Meu dia como designer de experiência é permeado por diversos sites. Enquanto acesso páginas de internet faço críticas mentais ao design, navegação, funcionalidades e, principalmente, ao conteúdo, pois, antes de ser um designer e desenvolvedor web, sou um consumidor e, como consumidor que todos nós somos, visito os sites de empresas em busca de algo específico, mas nem sempre encontro. Infelizmente, não encontrar o que procuro acontece com uma frequência bem maior do que deveria acontecer e sou forçado a buscar no Google. Apesar desta ser a ação esperada de todos, aí é que começam os problemas do empresário, porque a internet é uma terra sem lei e neste velho oeste ganha quem cai por último.

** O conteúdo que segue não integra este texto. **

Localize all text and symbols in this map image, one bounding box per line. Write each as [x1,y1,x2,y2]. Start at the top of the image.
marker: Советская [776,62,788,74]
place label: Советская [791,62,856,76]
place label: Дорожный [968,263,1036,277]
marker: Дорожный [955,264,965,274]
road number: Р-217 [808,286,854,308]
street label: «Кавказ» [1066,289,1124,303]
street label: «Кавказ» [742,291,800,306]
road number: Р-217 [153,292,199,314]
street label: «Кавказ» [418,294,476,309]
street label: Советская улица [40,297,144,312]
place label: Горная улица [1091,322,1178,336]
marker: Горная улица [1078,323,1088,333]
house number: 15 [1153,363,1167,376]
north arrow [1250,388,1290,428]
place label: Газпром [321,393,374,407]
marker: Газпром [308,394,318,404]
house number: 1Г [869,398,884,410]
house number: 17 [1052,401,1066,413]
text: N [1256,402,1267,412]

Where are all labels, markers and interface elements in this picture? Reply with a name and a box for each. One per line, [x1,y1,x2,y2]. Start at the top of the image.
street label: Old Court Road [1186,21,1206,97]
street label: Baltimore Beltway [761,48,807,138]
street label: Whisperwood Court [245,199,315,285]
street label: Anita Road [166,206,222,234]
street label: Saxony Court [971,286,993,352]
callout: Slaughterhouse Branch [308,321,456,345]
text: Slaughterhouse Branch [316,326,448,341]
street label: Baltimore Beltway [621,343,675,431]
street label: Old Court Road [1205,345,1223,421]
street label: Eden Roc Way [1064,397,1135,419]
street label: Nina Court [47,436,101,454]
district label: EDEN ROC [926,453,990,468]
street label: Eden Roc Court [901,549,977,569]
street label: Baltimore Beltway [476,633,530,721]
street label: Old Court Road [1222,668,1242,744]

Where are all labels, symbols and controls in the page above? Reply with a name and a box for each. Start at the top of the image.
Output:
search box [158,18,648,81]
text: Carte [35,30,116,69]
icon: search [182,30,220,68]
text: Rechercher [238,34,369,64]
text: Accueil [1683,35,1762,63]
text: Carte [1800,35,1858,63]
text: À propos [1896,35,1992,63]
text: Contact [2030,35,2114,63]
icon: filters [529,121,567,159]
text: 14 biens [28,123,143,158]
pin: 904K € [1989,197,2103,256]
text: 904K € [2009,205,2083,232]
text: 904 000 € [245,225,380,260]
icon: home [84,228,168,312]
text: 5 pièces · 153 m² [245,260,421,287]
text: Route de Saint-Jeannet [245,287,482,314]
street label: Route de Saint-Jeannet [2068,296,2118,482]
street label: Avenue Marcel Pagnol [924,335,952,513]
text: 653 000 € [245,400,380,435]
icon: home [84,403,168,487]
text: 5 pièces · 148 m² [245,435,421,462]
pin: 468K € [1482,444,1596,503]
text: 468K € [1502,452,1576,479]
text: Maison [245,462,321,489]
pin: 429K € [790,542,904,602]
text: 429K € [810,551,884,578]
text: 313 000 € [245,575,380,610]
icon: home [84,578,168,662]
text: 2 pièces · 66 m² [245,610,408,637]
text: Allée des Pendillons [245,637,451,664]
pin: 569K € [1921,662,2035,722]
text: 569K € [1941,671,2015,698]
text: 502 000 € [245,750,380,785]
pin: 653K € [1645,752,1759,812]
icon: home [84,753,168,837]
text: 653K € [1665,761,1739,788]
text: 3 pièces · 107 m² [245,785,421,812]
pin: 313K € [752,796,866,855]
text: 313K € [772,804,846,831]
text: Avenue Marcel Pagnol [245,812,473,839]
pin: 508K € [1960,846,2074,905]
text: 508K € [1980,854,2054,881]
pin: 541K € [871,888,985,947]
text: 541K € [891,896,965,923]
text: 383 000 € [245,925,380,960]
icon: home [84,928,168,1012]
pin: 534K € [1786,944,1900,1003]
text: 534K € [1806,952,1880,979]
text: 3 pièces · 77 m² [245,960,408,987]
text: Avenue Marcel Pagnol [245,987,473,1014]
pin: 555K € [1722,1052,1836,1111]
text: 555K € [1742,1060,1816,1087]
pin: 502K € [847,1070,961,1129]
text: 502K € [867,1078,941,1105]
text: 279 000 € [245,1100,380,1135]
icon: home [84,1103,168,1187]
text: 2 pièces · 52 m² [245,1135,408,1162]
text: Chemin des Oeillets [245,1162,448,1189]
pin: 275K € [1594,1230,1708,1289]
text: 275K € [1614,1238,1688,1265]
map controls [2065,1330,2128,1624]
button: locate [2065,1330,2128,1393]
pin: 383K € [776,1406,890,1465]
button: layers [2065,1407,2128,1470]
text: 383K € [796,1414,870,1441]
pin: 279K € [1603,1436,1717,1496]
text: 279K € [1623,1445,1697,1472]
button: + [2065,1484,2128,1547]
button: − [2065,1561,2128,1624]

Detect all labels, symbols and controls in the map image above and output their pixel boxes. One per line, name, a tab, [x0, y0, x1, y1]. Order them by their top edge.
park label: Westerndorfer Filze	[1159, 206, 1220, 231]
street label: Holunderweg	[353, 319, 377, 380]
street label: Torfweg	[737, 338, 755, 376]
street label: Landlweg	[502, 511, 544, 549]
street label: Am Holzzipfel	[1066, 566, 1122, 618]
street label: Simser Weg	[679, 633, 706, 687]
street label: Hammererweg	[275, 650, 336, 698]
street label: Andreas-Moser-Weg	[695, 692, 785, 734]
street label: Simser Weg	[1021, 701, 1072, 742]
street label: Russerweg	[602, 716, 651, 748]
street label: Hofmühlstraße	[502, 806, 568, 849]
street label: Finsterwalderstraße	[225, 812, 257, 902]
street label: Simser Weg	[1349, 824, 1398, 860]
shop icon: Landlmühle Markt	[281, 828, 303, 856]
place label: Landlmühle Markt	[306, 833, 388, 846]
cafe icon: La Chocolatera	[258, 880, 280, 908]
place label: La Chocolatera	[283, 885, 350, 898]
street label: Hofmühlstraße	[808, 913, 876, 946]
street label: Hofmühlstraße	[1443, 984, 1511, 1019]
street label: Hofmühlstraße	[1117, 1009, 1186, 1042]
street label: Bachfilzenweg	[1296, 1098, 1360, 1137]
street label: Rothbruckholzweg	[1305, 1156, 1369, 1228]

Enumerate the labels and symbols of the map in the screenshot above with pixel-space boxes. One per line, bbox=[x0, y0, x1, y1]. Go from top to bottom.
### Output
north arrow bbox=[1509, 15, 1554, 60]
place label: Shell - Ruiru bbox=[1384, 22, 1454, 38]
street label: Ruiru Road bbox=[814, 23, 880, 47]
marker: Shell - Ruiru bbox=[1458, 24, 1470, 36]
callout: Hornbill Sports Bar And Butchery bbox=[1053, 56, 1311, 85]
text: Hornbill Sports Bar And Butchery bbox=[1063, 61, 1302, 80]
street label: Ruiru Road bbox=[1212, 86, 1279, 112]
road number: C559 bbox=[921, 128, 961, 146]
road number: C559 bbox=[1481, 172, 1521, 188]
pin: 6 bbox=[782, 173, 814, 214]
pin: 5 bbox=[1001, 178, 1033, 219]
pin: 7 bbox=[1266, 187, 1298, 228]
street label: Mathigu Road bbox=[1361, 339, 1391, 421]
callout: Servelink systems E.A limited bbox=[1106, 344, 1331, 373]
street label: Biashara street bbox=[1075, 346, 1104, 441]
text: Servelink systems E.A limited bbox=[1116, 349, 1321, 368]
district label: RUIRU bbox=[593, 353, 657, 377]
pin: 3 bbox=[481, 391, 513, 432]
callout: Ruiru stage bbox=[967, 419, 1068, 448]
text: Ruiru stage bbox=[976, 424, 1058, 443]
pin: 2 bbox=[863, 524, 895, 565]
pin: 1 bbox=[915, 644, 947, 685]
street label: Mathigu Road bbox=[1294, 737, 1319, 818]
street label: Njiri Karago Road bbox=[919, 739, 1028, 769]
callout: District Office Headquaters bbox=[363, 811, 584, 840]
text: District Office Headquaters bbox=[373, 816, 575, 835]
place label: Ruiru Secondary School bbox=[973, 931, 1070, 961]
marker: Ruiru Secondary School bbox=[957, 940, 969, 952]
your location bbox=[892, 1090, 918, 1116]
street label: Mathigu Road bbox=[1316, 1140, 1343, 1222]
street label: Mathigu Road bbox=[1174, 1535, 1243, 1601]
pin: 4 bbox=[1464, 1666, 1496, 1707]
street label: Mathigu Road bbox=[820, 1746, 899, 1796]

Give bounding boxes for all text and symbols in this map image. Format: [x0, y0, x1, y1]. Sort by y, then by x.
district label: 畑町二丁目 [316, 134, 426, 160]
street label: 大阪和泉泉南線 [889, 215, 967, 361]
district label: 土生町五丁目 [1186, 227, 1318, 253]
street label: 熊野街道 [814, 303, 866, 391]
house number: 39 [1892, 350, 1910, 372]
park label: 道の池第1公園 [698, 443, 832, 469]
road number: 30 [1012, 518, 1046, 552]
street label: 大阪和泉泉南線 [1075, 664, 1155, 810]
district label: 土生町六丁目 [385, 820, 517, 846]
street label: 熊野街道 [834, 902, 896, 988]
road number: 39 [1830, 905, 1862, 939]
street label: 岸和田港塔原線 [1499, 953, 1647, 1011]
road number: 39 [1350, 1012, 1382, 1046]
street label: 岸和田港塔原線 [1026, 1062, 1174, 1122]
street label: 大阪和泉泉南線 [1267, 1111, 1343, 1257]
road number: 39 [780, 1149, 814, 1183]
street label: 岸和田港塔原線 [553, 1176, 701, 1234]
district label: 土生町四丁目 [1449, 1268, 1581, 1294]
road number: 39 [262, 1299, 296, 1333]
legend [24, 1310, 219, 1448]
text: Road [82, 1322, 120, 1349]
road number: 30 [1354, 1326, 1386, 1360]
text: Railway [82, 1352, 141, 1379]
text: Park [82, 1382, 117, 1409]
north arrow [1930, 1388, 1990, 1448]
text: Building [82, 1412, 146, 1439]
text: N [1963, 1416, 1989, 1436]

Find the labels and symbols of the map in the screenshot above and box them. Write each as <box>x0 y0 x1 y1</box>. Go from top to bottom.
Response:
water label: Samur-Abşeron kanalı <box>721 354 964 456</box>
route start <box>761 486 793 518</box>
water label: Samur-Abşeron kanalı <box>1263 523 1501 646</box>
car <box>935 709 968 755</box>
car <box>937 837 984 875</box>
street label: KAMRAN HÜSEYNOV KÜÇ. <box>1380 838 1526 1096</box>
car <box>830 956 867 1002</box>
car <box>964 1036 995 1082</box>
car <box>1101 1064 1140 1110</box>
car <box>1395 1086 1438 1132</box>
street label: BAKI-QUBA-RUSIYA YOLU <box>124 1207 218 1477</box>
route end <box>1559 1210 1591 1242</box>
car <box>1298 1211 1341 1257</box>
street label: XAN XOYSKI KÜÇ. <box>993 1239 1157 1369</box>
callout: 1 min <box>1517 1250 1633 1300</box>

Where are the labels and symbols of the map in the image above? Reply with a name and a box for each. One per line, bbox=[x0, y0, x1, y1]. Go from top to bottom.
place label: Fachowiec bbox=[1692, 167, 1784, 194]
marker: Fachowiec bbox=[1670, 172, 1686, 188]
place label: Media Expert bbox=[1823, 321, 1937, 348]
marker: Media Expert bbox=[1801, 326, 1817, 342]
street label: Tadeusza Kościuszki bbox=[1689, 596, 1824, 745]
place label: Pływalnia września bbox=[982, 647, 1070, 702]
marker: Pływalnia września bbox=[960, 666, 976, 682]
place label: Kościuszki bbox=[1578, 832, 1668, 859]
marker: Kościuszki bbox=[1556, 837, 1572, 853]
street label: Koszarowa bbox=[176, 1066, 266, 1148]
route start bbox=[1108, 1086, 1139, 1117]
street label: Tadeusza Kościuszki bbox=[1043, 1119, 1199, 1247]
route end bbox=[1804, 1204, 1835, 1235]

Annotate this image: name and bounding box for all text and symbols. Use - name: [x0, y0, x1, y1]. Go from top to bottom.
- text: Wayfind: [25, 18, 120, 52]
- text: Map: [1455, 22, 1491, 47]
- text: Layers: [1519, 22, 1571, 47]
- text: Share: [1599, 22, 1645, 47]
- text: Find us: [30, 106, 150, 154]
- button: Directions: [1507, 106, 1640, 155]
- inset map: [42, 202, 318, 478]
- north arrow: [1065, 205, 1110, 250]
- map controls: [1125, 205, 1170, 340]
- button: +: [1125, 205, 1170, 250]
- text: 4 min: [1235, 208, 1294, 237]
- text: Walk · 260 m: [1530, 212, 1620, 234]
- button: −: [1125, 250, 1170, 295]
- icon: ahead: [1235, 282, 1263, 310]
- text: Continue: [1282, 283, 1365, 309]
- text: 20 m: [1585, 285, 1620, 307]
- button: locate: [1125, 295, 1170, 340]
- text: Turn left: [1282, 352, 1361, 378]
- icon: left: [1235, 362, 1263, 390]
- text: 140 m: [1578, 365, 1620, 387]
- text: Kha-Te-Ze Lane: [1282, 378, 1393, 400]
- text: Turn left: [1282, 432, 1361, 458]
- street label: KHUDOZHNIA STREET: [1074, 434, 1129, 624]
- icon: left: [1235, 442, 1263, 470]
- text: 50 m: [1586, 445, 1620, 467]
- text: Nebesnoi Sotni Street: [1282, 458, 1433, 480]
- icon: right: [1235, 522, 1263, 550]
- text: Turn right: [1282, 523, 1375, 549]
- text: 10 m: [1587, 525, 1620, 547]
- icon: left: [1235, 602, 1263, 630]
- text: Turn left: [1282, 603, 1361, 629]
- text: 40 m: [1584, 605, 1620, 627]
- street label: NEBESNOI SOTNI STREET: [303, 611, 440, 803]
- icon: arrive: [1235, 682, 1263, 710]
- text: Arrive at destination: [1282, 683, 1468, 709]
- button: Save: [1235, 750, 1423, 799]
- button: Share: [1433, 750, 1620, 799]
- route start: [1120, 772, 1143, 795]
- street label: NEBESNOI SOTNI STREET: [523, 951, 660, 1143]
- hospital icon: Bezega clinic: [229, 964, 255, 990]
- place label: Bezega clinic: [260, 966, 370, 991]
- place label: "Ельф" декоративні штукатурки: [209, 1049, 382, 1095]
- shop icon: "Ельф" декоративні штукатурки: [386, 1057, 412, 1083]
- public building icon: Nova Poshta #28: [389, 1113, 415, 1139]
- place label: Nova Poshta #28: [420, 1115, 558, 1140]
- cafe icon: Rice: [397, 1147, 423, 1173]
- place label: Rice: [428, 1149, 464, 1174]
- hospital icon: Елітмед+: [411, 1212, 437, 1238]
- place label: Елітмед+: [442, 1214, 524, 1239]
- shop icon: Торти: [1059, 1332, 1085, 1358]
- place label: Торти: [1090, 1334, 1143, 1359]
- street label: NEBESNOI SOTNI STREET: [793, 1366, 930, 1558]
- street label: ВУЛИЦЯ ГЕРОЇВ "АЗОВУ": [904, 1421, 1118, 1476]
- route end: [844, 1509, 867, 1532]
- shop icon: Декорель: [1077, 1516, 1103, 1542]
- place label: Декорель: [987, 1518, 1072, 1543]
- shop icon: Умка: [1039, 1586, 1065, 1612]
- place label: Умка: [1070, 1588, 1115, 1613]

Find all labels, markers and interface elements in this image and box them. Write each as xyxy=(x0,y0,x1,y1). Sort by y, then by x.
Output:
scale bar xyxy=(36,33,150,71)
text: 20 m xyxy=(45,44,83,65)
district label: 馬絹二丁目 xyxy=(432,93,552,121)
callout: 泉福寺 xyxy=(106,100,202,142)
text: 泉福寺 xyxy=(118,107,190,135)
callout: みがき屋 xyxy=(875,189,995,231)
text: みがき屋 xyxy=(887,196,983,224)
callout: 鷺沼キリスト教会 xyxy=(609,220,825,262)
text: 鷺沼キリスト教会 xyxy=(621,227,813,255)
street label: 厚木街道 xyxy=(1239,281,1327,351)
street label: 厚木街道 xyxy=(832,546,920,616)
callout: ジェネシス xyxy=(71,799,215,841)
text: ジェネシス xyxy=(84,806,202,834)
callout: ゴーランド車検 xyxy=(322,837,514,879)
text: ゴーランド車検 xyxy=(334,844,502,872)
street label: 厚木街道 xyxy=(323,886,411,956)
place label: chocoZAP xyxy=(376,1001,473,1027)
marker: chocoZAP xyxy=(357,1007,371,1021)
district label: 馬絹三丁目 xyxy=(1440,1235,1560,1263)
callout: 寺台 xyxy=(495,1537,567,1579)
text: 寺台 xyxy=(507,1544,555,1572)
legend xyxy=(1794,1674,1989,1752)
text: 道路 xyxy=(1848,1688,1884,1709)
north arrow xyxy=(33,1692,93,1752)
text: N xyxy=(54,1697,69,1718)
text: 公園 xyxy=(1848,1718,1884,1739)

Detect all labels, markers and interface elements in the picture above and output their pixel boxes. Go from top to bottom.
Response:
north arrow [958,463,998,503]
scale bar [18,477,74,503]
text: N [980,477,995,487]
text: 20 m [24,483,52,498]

Consumidores visitam sites de empresas por diversos motivos, entre os mais comuns estão a busca por um telefone, endereço ou detalhes sobre um produto ou serviço, independente do motivo, esta visita é extremamente importante que o cliente encontre uma resposta pois, se ele não encontrar o que procura, pode procurar em outro lugar na internet, um lugar onde um concorrente pode aparecer primeiro nos resultados de busca do Google ou estar anunciando justamente o produto que o consumidor estava procurando.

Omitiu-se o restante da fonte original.